Se por um lado pretendiam manter o esquema escondido, a ostentação de alguns PMs - alvos de uma operação na última segunda-feira (11) - despertou desconfiança dos colegas. Gastos pareciam não condizer com o salário de policial. Viagens internacionais, carros luxuosos, jantares em restaurantes caros passaram a pipocar nas redes sociais. A vida de glamour era atribuída ao salário da mulher, da renda da família ou de alguma herança.
— Chamava a atenção policial ostentando em ambientes luxuosos. Mas entre perceber e provar que aquilo ali não é legal é difícil — conta um colega de batalhão.
Enquanto uns esbanjavam, outros tentavam apagar rastros deixados pelo envolvimento com o crime. Chegavam a pedir para trocar de escala ou elogiavam uns aos outros para a chefia, como forma de serem considerados fora de suspeita. Mas nem sempre conseguiam esconder os lucros. No dia da operação, R$ 240 mil foram apreendidos entre eles.
— Ter R$ 18 mil na tua casa, debaixo do colchão, não dá. Sem contar a questão de policiais com droga dentro de casa. Uma coisa não casa com a outra. Não é por ser policial que fica isento — revolta-se um servidor do batalhão.
“Depuração dos quadros é necessária”, diz subcomandante da BM
O MP solicitou à Justiça o sequestro e o bloqueio de bens. O pedido foi parcialmente deferido.
— A ação foi clara demonstração de que a sociedade gaúcha e suas instituições públicas não são tolerantes a desvios de condutas dos agentes públicos, principalmente quando estas dizem respeito àqueles que têm o dever de fazer cumprir as leis e proteger as pessoas, no caso policiais. A segurança deve começar dentro de casa e, por isso, a depuração dos quadros é necessária e tem o total apoio dos próprios profissionais — atesta o coronel Eduardo Biacchi, subcomandante-geral da Brigada Militar.
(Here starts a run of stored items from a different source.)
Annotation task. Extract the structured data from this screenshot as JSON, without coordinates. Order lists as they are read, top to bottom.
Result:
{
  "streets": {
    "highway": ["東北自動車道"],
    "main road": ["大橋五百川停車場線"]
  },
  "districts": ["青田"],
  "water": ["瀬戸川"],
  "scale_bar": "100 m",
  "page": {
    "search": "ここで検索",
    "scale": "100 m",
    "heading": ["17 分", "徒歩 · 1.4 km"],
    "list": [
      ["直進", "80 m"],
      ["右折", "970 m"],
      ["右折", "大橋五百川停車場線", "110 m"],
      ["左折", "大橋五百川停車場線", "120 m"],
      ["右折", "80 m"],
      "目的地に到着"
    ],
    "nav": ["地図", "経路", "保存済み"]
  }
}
Agora, é urgente a continuidade do trabalho. Além dos policiais que acabaram presos, chegaram a ser realizadas buscas nas residências de outros PMs, sob investigação. A expectativa com as apreensões é de que surjam mais suspeitos e a descoberta de outros crimes. Se as informações de um único celular serviram para desencadear tantas descobertas, o conteúdo guardado nos 126 telefones apreendidos deve, no mínimo, surpreender. Os cinco dias das prisões temporárias venceram na sexta-feira e o MP pediu a renovação, que foi aceita pela Justiça – os flagrantes foram convertidos em preventivas. Os presos estão recolhidos no Presídio Militar da Capital.
O começo da apuração
As primeiras desconfianças de que algo estava errado dentro do 11º Batalhão de Polícia Militar – um dos três maiores de Porto Alegre – vieram justamente do lado oposto. Suspeitos de crimes reclamavam enquanto eram conduzidos às delegacias:
— Se fosse outro policial, a gente não estaria preso.
A frase, que poderia ser só forma de depreciar o trabalho dos PMs, começou a se repetir. Os presos resmungavam que se estivessem sob custódia de outra guarnição entregariam os produtos ilegais apreendidos (materiais furtados ou roubados, armas ou drogas) e sairiam livres.
Do outro lado, os policiais, que não integravam o esquema, começaram a estranhar a incidência dos relatos contra seus colegas. Mas os presos não citavam nomes. E não havia como comprovar que isso estava ocorrendo.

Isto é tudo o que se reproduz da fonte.